I think Hong is referring to configuration parameters that are likely to modify the behaviour of the job and tasks (e.g mapred.child.* , mapreduce.job.* etc).
No, this is not what this jira intends to solve. But this jira could potentially help. Currently Rumen extracts from jobconf.xml some key-values specific to map-reduce layer, and converts them to regular primitive types. I think the extraction of mapred.child.* and mapreduce.job.* etc should continue along this path.
However, we start to think of using Rumen output to analyze performance of frameworks on top of map-reduce. One example is Pig. Pig will add more information in jobconf.xml to describe the features being used, and compile-time statistics, We need to have a mechanism in Rumen to retain such information in an extensible way, and is the primary purpose of this jira.
Also *-default.xml might not be available for reference comparison.
Correct. That is the main reason we have to make each parsed LoggedJob instance self-contained.
Hmm. But I guess we need to bring in more and more configuration properties soon.
Yes, it will be, but not unbounded. I think we can support extraction of properties based on exact match or prefixes.
MAPREDUCE-2153 to get other needed configuration properties in to the trace file.
This seems to be in addition to
MAPREDUCE-1658. I suggest you roll two jiras into one (closing MR-1658 and roll the work int oMR-2153).
Also created MAPREDUCE-2152 for avoiding TraceBuilder's its own handling of deprecated configuration properties in favour of Configuration object.

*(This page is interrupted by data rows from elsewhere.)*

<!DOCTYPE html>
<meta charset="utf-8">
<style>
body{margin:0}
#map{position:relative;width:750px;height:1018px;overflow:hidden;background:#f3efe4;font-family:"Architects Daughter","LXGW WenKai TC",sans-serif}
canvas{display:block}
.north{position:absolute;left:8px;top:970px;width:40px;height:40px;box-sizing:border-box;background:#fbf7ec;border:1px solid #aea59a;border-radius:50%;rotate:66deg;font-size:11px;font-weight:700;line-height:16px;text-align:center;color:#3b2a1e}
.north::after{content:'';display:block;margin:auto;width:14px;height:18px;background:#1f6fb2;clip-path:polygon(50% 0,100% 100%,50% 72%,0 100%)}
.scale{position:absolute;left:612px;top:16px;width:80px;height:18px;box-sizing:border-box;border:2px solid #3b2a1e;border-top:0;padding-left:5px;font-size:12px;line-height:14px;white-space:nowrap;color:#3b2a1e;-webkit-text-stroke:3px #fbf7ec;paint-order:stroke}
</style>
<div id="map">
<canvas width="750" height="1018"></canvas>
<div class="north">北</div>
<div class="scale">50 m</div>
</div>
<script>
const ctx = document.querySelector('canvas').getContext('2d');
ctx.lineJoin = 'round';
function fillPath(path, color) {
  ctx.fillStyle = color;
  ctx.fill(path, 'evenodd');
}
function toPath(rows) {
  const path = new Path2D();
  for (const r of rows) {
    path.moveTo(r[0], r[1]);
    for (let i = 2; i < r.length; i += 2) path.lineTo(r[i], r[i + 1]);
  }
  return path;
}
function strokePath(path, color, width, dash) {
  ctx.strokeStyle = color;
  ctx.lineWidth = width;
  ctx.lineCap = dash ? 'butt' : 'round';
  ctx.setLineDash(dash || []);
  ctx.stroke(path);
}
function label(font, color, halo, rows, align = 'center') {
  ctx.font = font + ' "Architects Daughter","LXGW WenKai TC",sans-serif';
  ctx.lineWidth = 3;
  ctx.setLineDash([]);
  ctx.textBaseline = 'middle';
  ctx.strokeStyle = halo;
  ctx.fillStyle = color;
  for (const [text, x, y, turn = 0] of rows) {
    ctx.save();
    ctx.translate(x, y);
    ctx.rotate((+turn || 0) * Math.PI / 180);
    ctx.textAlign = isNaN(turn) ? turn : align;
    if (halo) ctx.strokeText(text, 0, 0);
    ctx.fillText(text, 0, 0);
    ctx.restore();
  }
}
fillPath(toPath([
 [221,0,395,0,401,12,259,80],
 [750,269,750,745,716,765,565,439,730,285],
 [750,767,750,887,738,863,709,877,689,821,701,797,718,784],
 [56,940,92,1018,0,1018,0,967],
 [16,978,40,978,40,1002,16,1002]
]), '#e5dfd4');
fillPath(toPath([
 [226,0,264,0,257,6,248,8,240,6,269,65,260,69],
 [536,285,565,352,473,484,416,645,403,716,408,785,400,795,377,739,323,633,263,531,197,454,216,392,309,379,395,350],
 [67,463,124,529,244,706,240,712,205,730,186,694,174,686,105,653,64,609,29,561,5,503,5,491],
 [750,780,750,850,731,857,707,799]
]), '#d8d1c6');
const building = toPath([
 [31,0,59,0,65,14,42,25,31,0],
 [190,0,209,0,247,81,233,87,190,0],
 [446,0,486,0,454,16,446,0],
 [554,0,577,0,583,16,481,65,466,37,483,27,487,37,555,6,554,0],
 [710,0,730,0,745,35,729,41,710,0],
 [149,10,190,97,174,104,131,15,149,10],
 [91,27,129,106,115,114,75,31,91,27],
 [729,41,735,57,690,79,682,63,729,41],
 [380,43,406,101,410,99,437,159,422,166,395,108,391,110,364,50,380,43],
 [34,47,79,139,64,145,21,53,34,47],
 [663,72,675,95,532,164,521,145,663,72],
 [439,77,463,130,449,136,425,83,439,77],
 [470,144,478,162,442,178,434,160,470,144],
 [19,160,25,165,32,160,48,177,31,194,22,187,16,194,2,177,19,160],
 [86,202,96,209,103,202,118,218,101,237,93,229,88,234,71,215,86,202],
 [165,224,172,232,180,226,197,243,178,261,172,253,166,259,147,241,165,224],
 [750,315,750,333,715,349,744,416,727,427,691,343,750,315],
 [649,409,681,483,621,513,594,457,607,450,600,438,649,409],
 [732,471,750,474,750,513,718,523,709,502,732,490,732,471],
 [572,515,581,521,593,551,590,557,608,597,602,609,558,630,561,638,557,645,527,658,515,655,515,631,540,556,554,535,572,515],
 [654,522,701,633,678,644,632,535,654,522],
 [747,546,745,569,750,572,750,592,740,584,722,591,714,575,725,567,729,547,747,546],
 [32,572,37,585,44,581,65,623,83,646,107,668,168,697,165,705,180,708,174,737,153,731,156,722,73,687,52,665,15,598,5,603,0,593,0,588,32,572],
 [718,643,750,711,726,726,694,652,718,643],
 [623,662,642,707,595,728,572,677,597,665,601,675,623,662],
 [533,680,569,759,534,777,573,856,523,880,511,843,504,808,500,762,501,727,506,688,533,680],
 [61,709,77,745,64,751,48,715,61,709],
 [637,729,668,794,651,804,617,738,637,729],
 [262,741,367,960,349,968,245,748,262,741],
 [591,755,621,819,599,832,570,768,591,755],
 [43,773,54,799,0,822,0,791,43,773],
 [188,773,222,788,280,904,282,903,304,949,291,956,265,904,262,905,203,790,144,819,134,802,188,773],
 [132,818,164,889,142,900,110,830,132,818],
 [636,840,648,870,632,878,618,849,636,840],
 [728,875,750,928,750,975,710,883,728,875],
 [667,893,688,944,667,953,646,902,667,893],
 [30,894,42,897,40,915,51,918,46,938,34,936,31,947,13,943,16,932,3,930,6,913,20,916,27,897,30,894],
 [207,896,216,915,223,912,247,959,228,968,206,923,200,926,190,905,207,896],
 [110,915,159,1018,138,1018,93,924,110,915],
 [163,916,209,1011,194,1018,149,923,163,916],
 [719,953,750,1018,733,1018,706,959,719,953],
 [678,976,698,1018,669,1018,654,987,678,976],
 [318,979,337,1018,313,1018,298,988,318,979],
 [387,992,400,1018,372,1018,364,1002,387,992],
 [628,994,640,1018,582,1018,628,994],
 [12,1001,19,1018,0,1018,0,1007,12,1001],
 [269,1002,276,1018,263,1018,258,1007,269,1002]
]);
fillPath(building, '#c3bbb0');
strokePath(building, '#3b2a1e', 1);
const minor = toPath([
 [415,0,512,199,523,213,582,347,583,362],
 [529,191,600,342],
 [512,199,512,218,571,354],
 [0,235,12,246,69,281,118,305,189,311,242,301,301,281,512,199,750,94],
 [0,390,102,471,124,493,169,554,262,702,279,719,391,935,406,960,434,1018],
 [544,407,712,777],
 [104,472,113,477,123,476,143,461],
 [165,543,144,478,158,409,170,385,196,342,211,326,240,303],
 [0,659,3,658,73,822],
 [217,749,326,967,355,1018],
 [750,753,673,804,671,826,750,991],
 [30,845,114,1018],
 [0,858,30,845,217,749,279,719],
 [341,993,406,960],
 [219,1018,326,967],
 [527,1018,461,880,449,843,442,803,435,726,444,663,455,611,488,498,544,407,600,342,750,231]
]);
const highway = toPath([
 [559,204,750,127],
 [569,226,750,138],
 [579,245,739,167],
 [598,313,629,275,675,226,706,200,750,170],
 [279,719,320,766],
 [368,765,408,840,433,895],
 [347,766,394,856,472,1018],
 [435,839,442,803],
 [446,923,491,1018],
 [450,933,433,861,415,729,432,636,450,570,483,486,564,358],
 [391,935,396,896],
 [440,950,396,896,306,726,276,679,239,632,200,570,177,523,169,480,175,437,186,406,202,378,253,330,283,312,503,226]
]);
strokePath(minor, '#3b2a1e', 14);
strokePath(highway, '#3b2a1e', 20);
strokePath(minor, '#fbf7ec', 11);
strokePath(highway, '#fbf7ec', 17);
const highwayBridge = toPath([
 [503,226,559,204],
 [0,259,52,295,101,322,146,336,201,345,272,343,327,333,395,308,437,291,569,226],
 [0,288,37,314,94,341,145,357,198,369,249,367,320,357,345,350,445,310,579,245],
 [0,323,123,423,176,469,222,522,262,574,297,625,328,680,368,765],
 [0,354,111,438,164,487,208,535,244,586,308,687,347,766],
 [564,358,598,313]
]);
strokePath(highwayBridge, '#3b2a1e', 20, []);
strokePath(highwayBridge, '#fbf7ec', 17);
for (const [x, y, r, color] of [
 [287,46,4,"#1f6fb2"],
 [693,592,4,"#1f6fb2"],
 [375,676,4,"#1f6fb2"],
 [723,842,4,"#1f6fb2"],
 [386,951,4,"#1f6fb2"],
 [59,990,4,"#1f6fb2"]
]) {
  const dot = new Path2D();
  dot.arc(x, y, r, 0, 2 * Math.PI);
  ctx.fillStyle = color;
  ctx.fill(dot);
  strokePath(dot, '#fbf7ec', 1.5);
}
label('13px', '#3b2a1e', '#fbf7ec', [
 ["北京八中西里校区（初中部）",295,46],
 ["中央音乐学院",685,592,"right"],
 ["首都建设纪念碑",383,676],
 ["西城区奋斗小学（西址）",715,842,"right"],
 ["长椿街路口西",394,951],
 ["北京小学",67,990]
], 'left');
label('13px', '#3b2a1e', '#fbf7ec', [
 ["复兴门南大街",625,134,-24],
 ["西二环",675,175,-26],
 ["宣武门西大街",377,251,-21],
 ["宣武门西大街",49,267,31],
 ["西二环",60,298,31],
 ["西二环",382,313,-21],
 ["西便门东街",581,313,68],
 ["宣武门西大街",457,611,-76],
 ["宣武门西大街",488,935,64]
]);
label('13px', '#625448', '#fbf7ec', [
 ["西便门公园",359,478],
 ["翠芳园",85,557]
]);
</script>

The purpose of this jira is to extend the set of key-values to be extracted by jobconf parser and retain them as-is in LoggedJob object. So I believe your point is relatively orthogonal to this jira. FWIW, I am a bit concerned to introduce this dependency between Rumen and MapReduce because I think the handling deprecated conf parameters is not really a core part of MapReduce API and could be dropped in the future (which would lead us to move the code into Rumen - similar to the case of Pre21JobHistoryConstants).